By Zach Brown
Recently, it certainly seems like unions are having a moment in the sun. Workers across the nation continue to more actively vote to unionize in order to collectively fight for better wages, working conditions, and better treatment from their employers. All the while, public opinion of unions continues to soar, reaching its highest level of approval from the American public in over 50 years.
And while these important successes suggest the unionization movement has reached a new stage, there is still much more work to be done. For starters, while in 1983 1 in 5 US workers were members of a union, today only 1 in 10 workers are unionized.
Of course, it is no accident that union numbers have dipped since 1983, given the various tactics used by corporations in order to halt their employees’ unionization plans. And when it comes to union-busting (the term used to describe these malicious acts against their employees) there are seemingly no lines a corporation won’t cross in order to stop their workers from coming together, with methods ranging from the abrupt closing of a store as the union drive takes shape, all the way to directly spying on their employees.
So as employers regularly continue to attempt to callously crush their employees’ unionization efforts before they get off the ground, it’s important that we continue to support workers in their fight for more just representation whenever and wherever we can and to call out companies that are blocking unionization.
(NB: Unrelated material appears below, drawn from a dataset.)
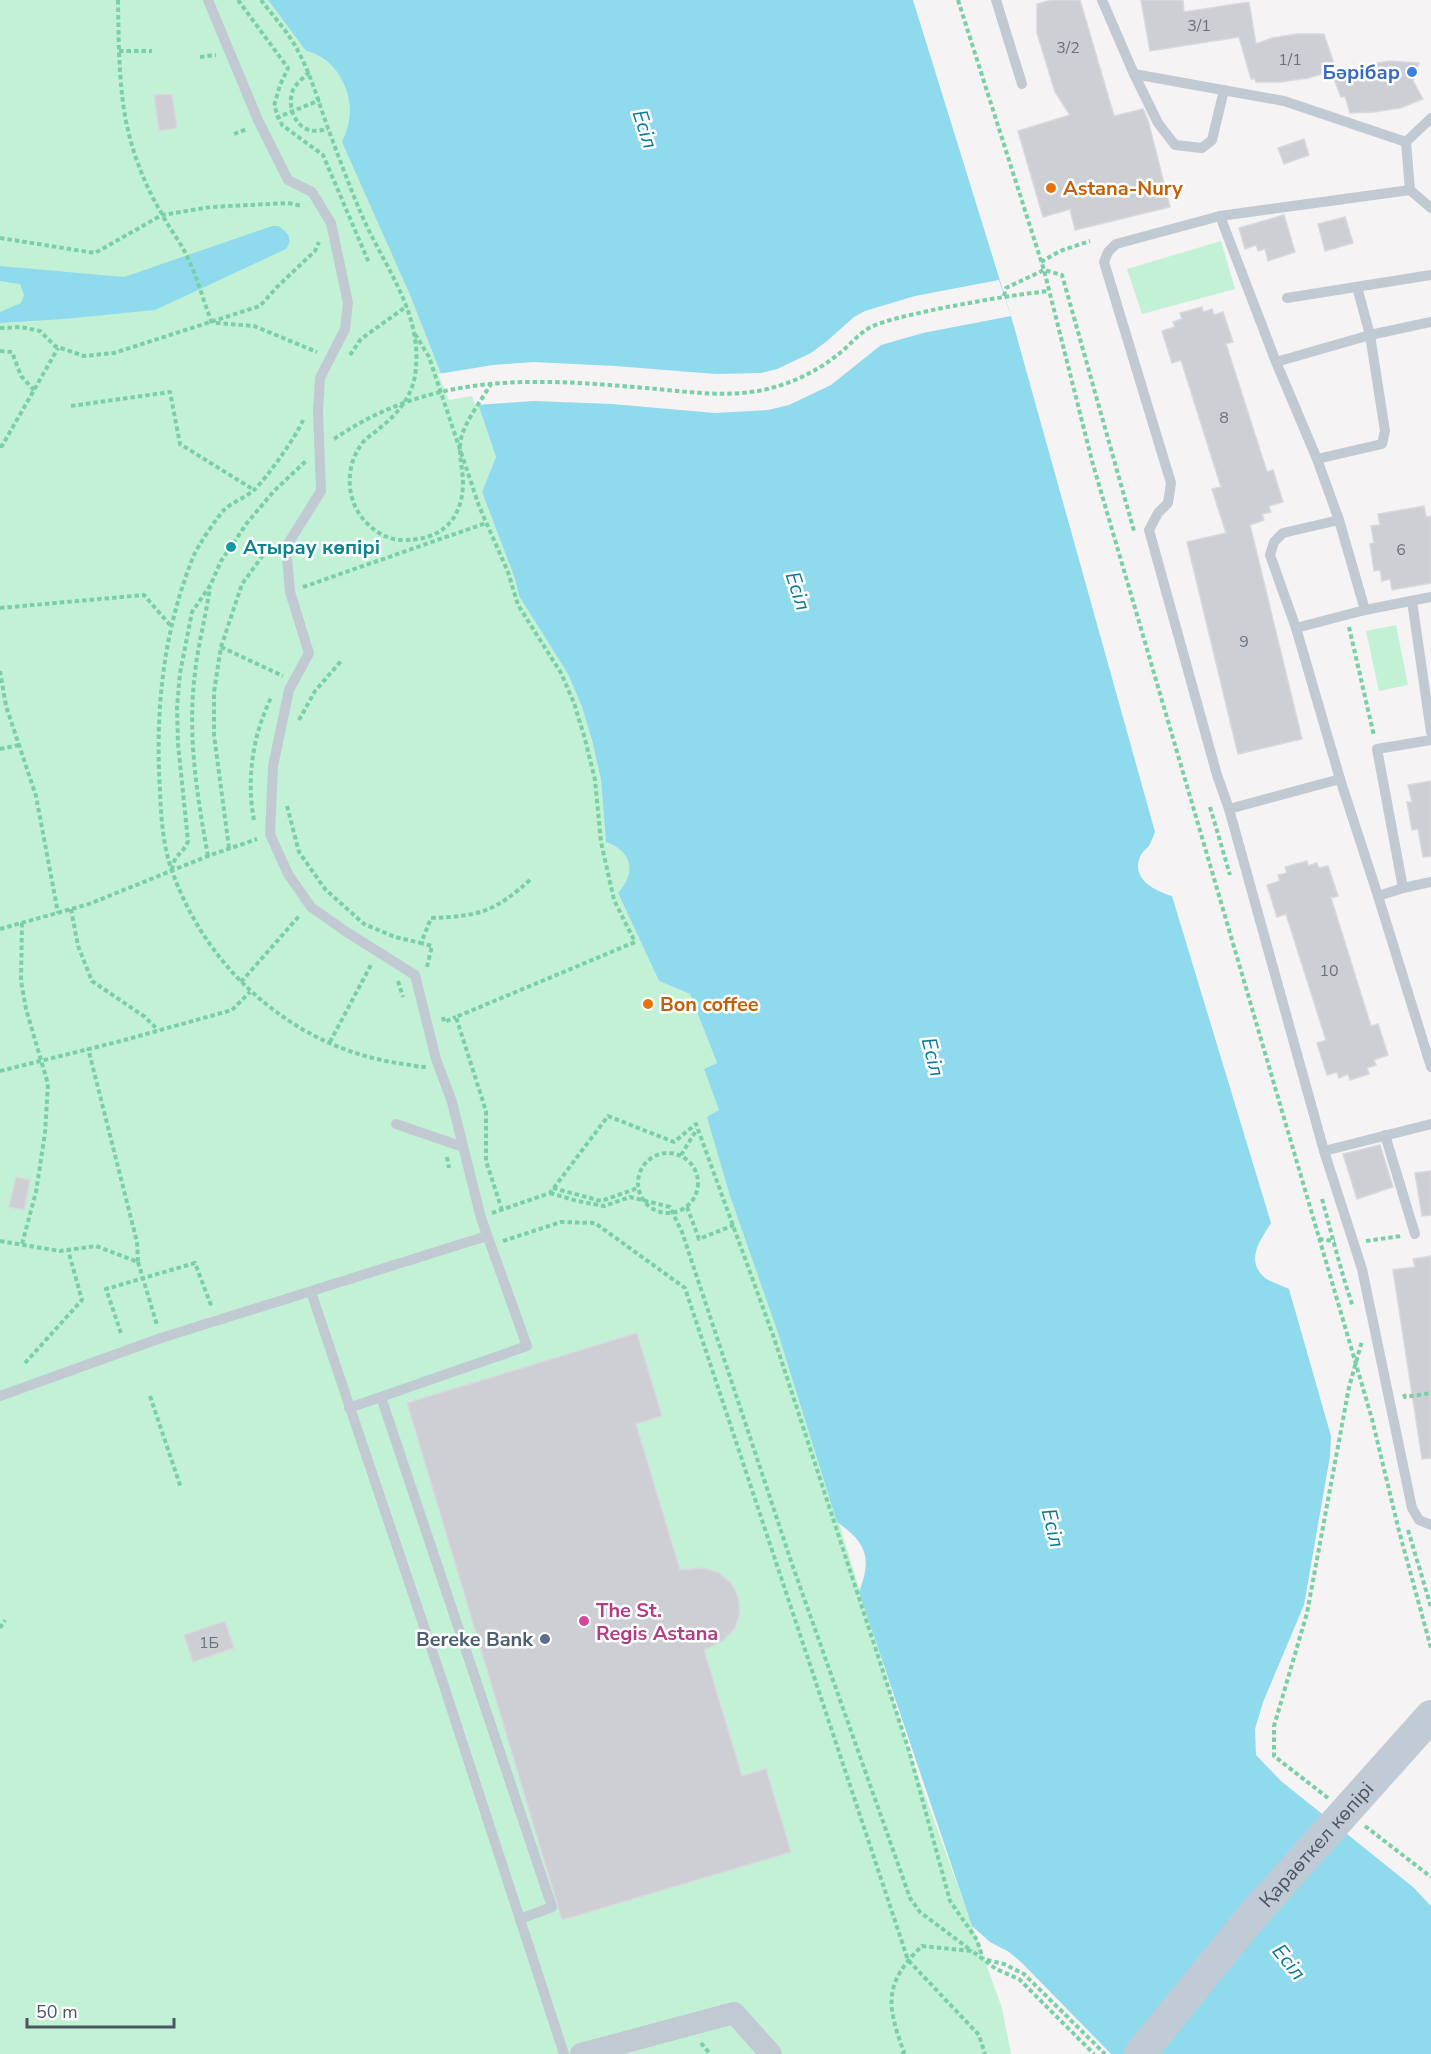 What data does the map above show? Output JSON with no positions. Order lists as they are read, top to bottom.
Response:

We saw firsthand one such attempt to hold employers accountable to their employees in a Senate Health, Education, Labor and Pensions Committee hearing focused on the recent union elections happening at Starbucks coffee shops around the nation. And the dialogue between current interim Starbucks CEO Howard Schultz and the Senate members certainly did not disappoint.
The actions of Starbucks to try and destroy the spirits of thousands of people fighting for justice is unforgiveable. pic.twitter.com/9ck3kQR6ZS
— Bernie Sanders (@SenSanders) March 29, 2023
Starbucks has deservedly come under fire recently for the way it has operated throughout the union formation process. The National Labor Relations Board (NLRB) General Counsel has already weighed in that Starbucks is likely breaking federal law by refusing to meet and negotiate with these newly formed unions, a key tactic by the company allegedly used to delay the bargaining process unnecessarily. Unfortunately, the tactic has seemingly worked thus far: over 250 Starbucks stores have voted to unionize, yet Starbucks has yet to reach an agreement with any individual union. Even during the hearing, the embattled Schultz rebuffed the need for the company’s workers to collectively bargain, instead turning towards his own biased view on Starbucks’ record in regard to wages and benefits, demonstrating a clear lack of understanding about the importance of unionized representation of workers, regardless of his many inaccurate and overly rosy claims about the current working conditions Starbucks employees are forced to endure.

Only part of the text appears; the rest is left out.